The City of Mesa is considering collaborating with CoreCivic, previously known as Corrections Corporation of America, to begin sending persons convicted of a misdemeanor to private prison facilities in Eloy and Florence.
This would mark the first time an Arizona municipality has used private prisons in place of county jail facilities for misdemeanor offenders. Students at Polytechnic campus and residing in Mesa are directly endangered by worse incarceration conditions.
Mesa is angry with Maricopa County, after prices per booking rose by 60 percent at the County’s Fourth Avenue Jail. In return, they are further empowering a corporation that has cut corners and endangered prisoner lives, abdicating core tenets of moral use of state power.
Steve Kilar of the American Civil Liberties Union said that the private prisons, rather than embracing rehabilitation, have profit motives in creating an endless cycle of incarceration, release and re-arrest.
“They are perfectly happy to have people reentering the prison system, because the more bodies they have, the more money they are making, and that is completely counter to what a prison system should be,” Kilar said.
This particularly impacts those living within Mesa. Rather than improving police-community relations, this directly drives a wedge between the two, as police patrols now have the duty to protect and serve city investments rather than city residents.
Private prisons contractually charge some localities that do not fill their quotas, meaning that if Mesa experiences a reduction in crime, it may be a drawback for the city budget. CoreCivic and other private prison corporations keep profits up through the use of inoccupancy fines.

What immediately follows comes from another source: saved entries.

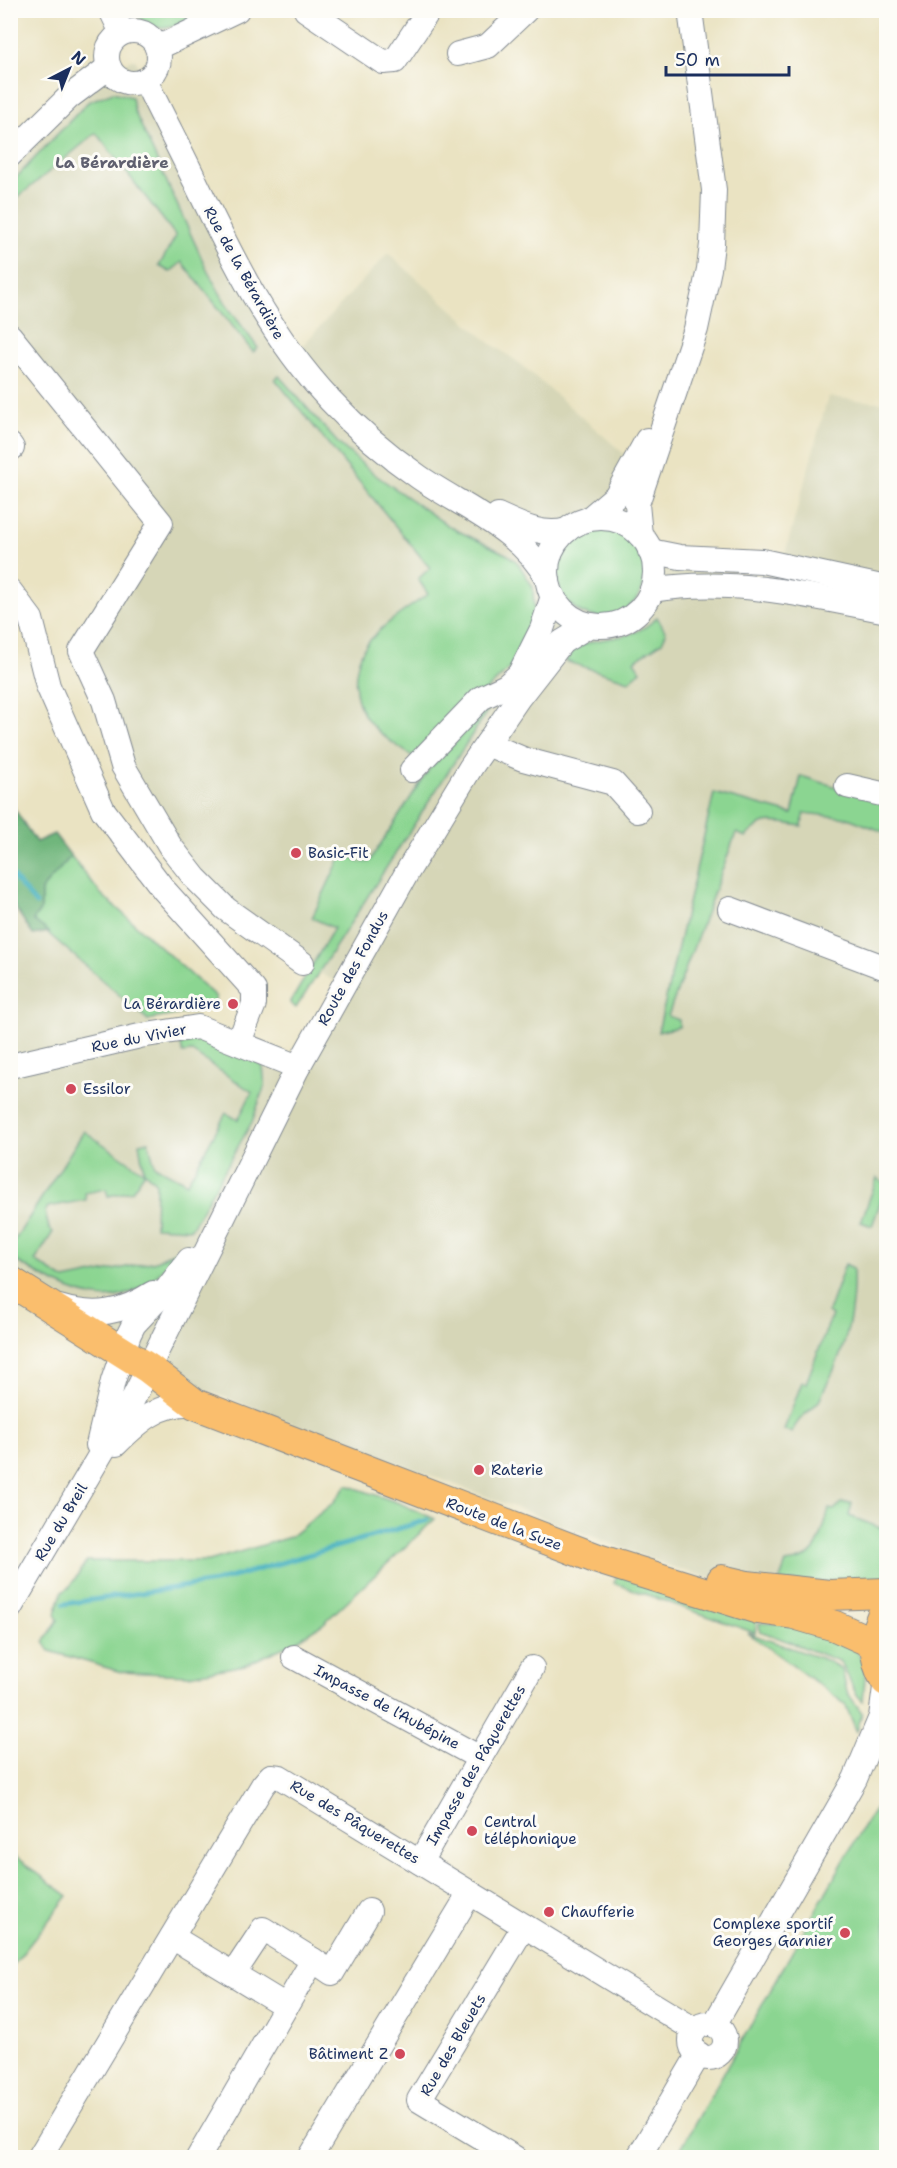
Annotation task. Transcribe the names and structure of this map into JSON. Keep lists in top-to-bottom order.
{
  "streets": {
    "main road": ["Route de la Suze"],
    "street": [
      "Rue de la Bérardière",
      "Route des Fondus",
      "Rue du Vivier",
      "Rue du Breil",
      "Impasse de l'Aubépine",
      "Impasse des Pâquerettes",
      "Rue des Pâquerettes",
      "Rue des Bleuets"
    ]
  },
  "crossings": [
    ["Rue de la Bérardière", "Route des Fondus"],
    ["Route des Fondus", "Rue du Vivier"],
    ["Route des Fondus", "Rue du Breil"],
    ["Route des Fondus", "Route de la Suze"],
    ["Rue du Breil", "Route de la Suze"],
    ["Impasse de l'Aubépine", "Impasse des Pâquerettes"],
    ["Impasse des Pâquerettes", "Rue des Pâquerettes"],
    ["Rue des Pâquerettes", "Rue des Bleuets"]
  ],
  "districts": ["La Bérardière"],
  "places": [
    "Basic-Fit",
    "La Bérardière",
    "Essilor",
    "Raterie",
    "Central téléphonique",
    "Chaufferie",
    "Complexe sportif Georges Garnier",
    "Bâtiment Z"
  ],
  "scale_bar": "50 m",
  "north": "top right"
}
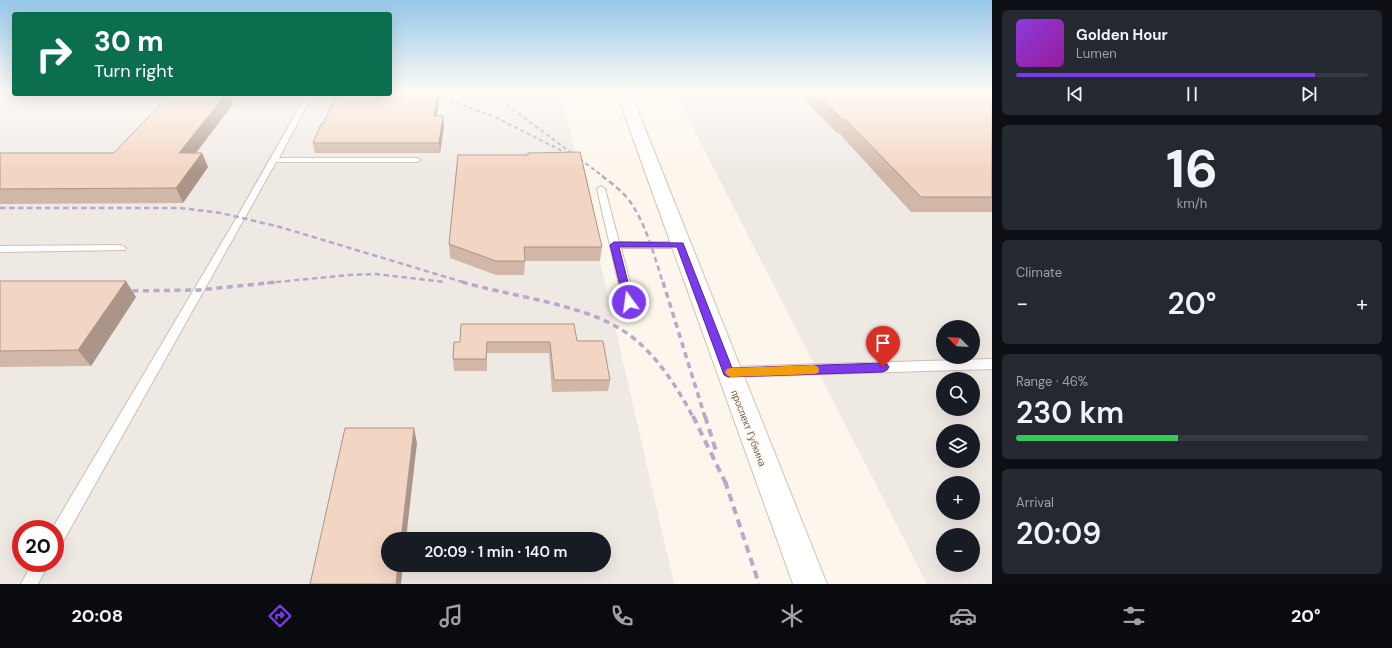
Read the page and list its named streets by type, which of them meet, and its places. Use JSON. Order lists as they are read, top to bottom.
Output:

According to In the Public Interest, three Arizona contracts require 100 percent occupancy, without which there are inoccupancy fines.
A contractual occupancy quota — something which would be negotiated between now and a final decision — could mean increased patrols around Mesa, looking to improve arrest quotas to avoid sizable fines.
Already, the county is dealing with a declining inmate population, which is part of the problem surrounding the costs of incarceration for the county. In a written statement on March 22, 2017, Maricopa County Sheriff Paul Penzone said that this was the principle reason for the increase in costs.
“Hard costs of staffing and facilities is unchanged,” the statement said.
If there is a lack of crime around Maricopa County, it seems odd that a Maricopa County municipality would be the first to look toward having a capacity minimum in prisons. But the crime drop reported into 2014 appears to be holding across the county.
Arrest rates for violent crime in 2014 remained at 31,936, dropping to 29,859 in 2015, the last year for which Arizona Department of Public Safety data is available. Total arrests have fallen by 15 percent from 2013 to 2015.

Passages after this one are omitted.